I went ahead and played with Rocks and then installed it on my small
Cray. I installed kernel, base, web, bio, ganglia, hpc, sge, service
pack and modules. Everything went very smoothly. The compute nodes
came up and it all looks good.
I'm now trying to get infiniband support to work.
I followed the instructions at
http://flakrat.blogspot.com/2011/02/building-mellanox-ofed-152-for-rocks
-54.html (printed them out-it's blocked at work!)
replacing my kernel 2.6.18-194.17.4.el5 for the kernel mentioned in the
docs (2.6.18-194.17.1.el5). I used the
MLNX_OFED_LINUX-1.5.2-2.0.0-rhel5.5.iso even though there is a newer one
available, because the newer one seemed to be for a newer kernel and I
didn't know if it would work.
The only line I didn't follow in the instructions was rm
/root//root/MLNX_OFED_LINUX-1.5.2-2.0.0-rhel5.5.iso, as it seemed not to
work and removing the iso image left nothing for the later script to add
(inject) kernel support.
When I run
cd
/share/apps/mellanox/MLNX_OFED_LINUX-1.5.2-2.0.0-rhel5.5-2.6.18-194.17.4
.el5
# ./mlnxofedinstall --force -hpc
The installation starts (there is one error)
This program will install the MLNX_OFED_LINUX package on your machine.
Note that all other Mellanox, OEM, OFED, or Distribution IB packages
will be removed.
Uninstalling the previous version of OFED
Starting MLNX_OFED_LINUX-1.5.2-2.0.0 installation ...
Installing mpi-selector RPM
Preparing...
##################################################
...
dapl-devel-static
##################################################
mlnxofed-docs
##################################################
error: unpacking of archive failed: cpio: Bad magic
ofed-scripts
##################################################
...
then
...
opensm
##################################################
Device (15b3:6732):
02:00.0 InfiniBand: Mellanox Technologies MT26418 [ConnectX VPI
PCIe 2.0 5GT/s - IB DDR / 10GigE] (rev a0)
Link Width: 8x
PCI Link Speed: 5Gb/s
Error: Firmware configuration file for /dev/mst/mt26418_pci_cr0 is not
found
Skip firmware update for /dev/mst/mt26418_pci_cr0.
Configuring /etc/security/limits.conf.
warning: /etc/infiniband/openib.conf saved as
/etc/infiniband/openib.conf.rpmsave
Looking further in the Install OFED 1.5.X on a Rocks 5.3 cluster blog
instructions I ran:
[root@ABLethCX1 mellanox]# /sbin/chkconfig --add openibd
[root@ABLethCX1 mellanox]# /sbin/chkconfig openibd on
[root@ABLethCX1 mellanox]# /sbin/service openibd start
Loading Mellanox HCA driver: [FAILED]
Loading Mellanox MLX4_IB HCA driver: [FAILED]

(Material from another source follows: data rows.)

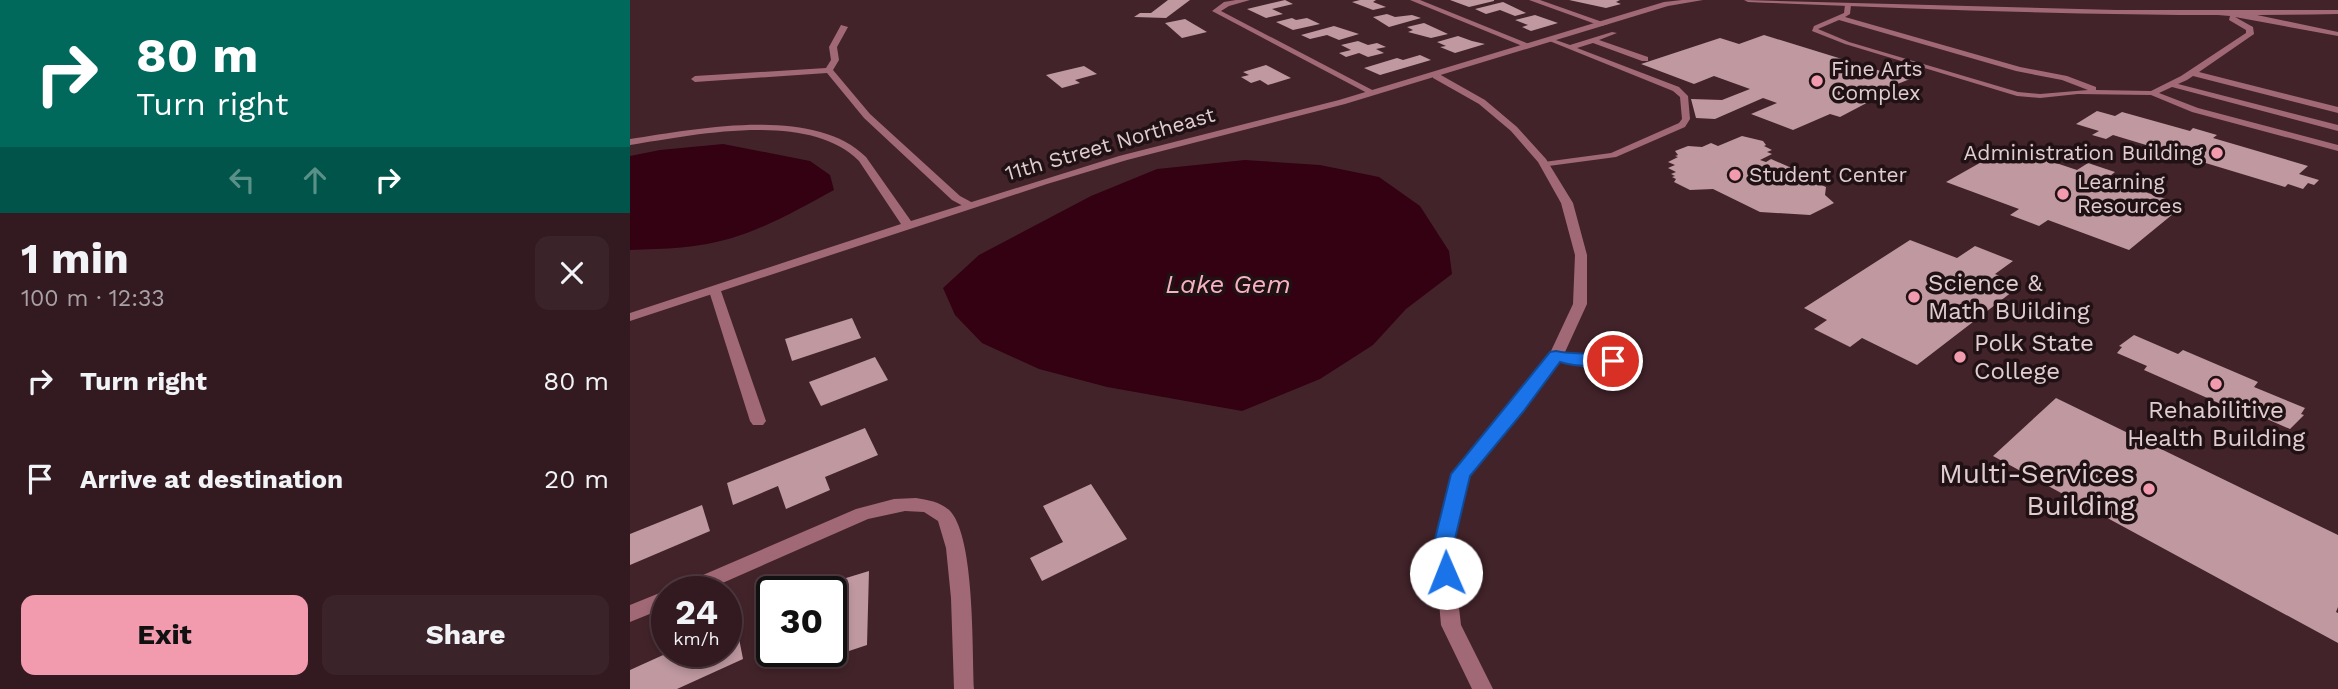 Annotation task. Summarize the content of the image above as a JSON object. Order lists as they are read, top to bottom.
{
  "streets": {
    "street": ["11th Street Northeast"]
  },
  "water": ["Lake Gem"],
  "places": [
    "Fine Arts Complex",
    "Administration Building",
    "Student Center",
    "Learning Resources",
    "Science & Math BUilding",
    "Polk State College",
    "Rehabilitive Health Building",
    "Multi-Services Building"
  ],
  "page": {
    "turn": ["80 m", "Turn right"],
    "heading": ["1 min", "100 m · 12:33"],
    "list": [
      {
        "name": "Turn right",
        "value": "80 m"
      },
      {
        "name": "Arrive at destination",
        "value": "20 m"
      }
    ],
    "speed": "24 km/h",
    "limit": "30",
    "buttons": ["Exit", "Share"]
  }
} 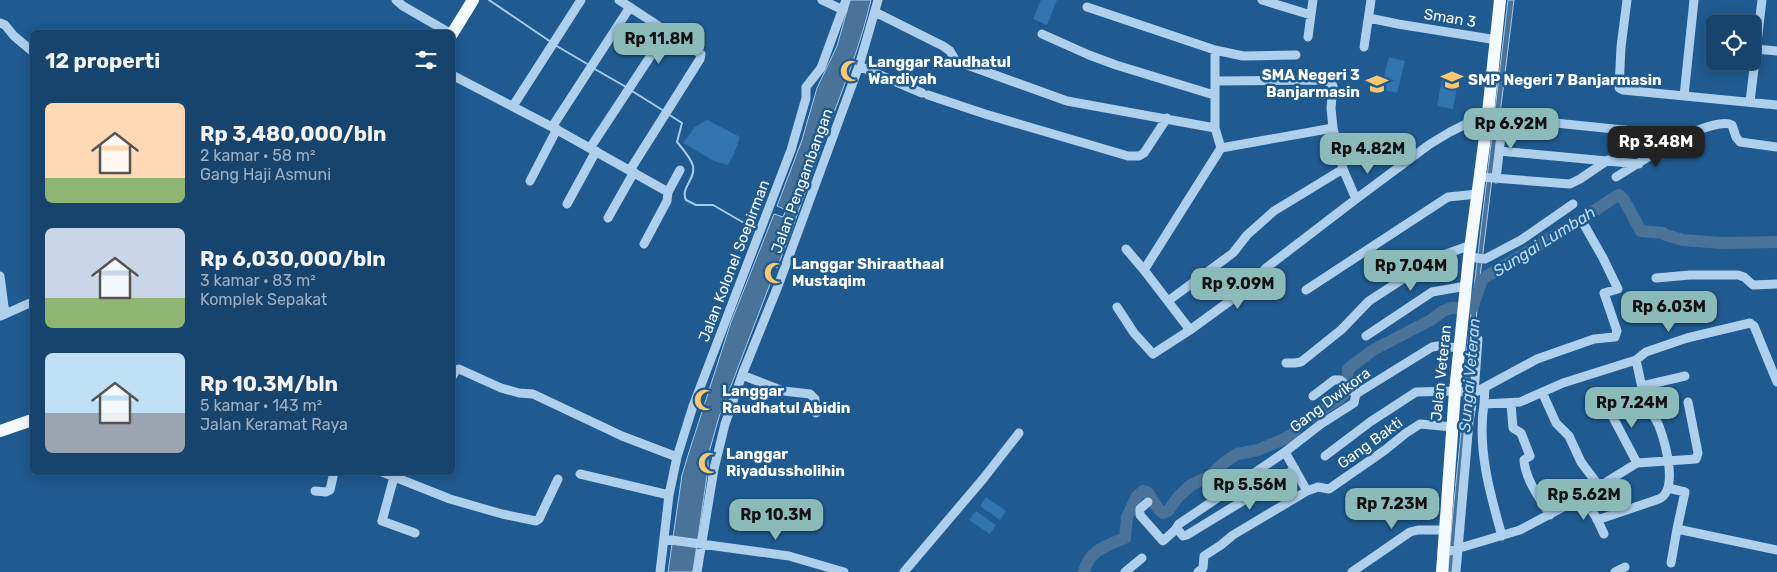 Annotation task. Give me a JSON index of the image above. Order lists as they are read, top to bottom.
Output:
{
  "streets": {
    "main road": ["Jalan Veteran"],
    "street": [
      "Sman 3",
      "Jalan Pengambangan",
      "Jalan Kolonel Soepirman",
      "Gang Dwikora",
      "Gang Bakti"
    ]
  },
  "crossings": [
    ["Sman 3", "Jalan Veteran"],
    ["Jalan Veteran", "Gang Dwikora"],
    ["Jalan Veteran", "Gang Bakti"]
  ],
  "water": ["Sungai Lumbah", "Sungai Veteran"],
  "places": {
    "mosque": [
      "Langgar Raudhatul Wardiyah",
      "Langgar Shiraathaal Mustaqim",
      "Langgar Raudhatul Abidin",
      "Langgar Riyadussholihin"
    ],
    "school or university": ["SMP Negeri 7 Banjarmasin", "SMA Negeri 3 Banjarmasin"]
  },
  "page": {
    "price": [
      "Rp 11.8M",
      "Rp 6.92M",
      "Rp 3.48M",
      "Rp 4.82M",
      "Rp 7.04M",
      "Rp 9.09M",
      "Rp 6.03M",
      "Rp 7.24M",
      "Rp 5.56M",
      "Rp 5.62M",
      "Rp 7.23M",
      "Rp 10.3M"
    ],
    "heading": "12 properti",
    "list": [
      {
        "name": "Rp 3,480,000/bln",
        "note": "2 kamar · 58 m² · Gang Haji Asmuni"
      },
      {
        "name": "Rp 6,030,000/bln",
        "note": "3 kamar · 83 m² · Komplek Sepakat"
      },
      {
        "name": "Rp 10.3M/bln",
        "note": "5 kamar · 143 m² · Jalan Keramat Raya"
      }
    ]
  }
}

Loading QLogic QIB driver: [FAILED]
Loading cxgb3 driver: [FAILED]
Loading nes driver: [FAILED]
Loading HCA driver and Access Layer: [FAILED]
Please open an issue in the http://bugs.openfabrics.org and attach
/tmp/ib_debug_info.log
Ibv_devinfo gives me:
[root@ABLethCX1 ~]# ibv_devinfo
hca_id: mlx4_0
transport: InfiniBand (0)
fw_ver: 2.6.000
node_guid: 0030:48ff:ffcd:fb3c
sys_image_guid: 0030:48ff:ffcd:fb3f
vendor_id: 0x02c9
vendor_part_id: 26418
hw_ver: 0xA0
board_id: SM_2081000001000
phys_port_cnt: 1
port: 1
state: PORT_INIT (2)
max_mtu: 2048 (4)
active_mtu: 2048 (4)
sm_lid: 0
port_lid: 0
port_lmc: 0x00
link_layer: IB
Any ideas where I went wrong or how to remedy this?
Any help appreciated.
Bob Forster
-------------- next part --------------
An HTML attachment was scrubbed...
URL: https://lists.sdsc.edu/pipermail/npaci-rocks-discussion/attachments/20110603/29d2046d/attachment.html
I took Steve Jones' (Stanford) advice and used the UCSD Triton
InfiniBand OFED roll. Attached are my instructions and scripts for
adding and configuring InfiniBand support to our Rocks 5.4 cluster
(which has a separate, integrated CentOS NAS). Hopefully, the
comments in the scripts are self-explanatory and will enable you to
pick and choose what you want them to do.
Larry Baker
US Geological Survey
650-329-5608
ba...@usgs.gov
-------------- next part --------------
A non-text attachment was scrubbed...
Name: Install InfiniBand OFED.pdf
Type: application/pdf
Size: 60582 bytes
Desc: not available
Url : https://lists.sdsc.edu/pipermail/npaci-rocks-discussion/attachments/20110603/e089ff12/InstallInfiniBandOFED.pdf
-------------- next part --------------
A non-text attachment was scrubbed...
Name: ipoib-nas-5.4.2.sh
Type: application/octet-stream
Size: 6408 bytes
Desc: not available
Url : https://lists.sdsc.edu/pipermail/npaci-rocks-discussion/attachments/20110603/e089ff12/ipoib-nas-5.4.2.sh
-------------- next part --------------
A non-text attachment was scrubbed...
Name: ipoib-rocks-5.4.2.sh
Type: application/octet-stream
Size: 11296 bytes
Desc: not available
Url : https://lists.sdsc.edu/pipermail/npaci-rocks-discussion/attachments/20110603/e089ff12/ipoib-rocks-5.4.2.sh
> I took Steve Jones' (Stanford) advice and used the UCSD Triton
> InfiniBand OFED roll. Attached are my instructions and scripts for
> adding and configuring InfiniBand support to our Rocks 5.4 cluster
> (which has a separate, integrated CentOS NAS). Hopefully, the
> comments in the scripts are self-explanatory and will enable you to
> pick and choose what you want them to do.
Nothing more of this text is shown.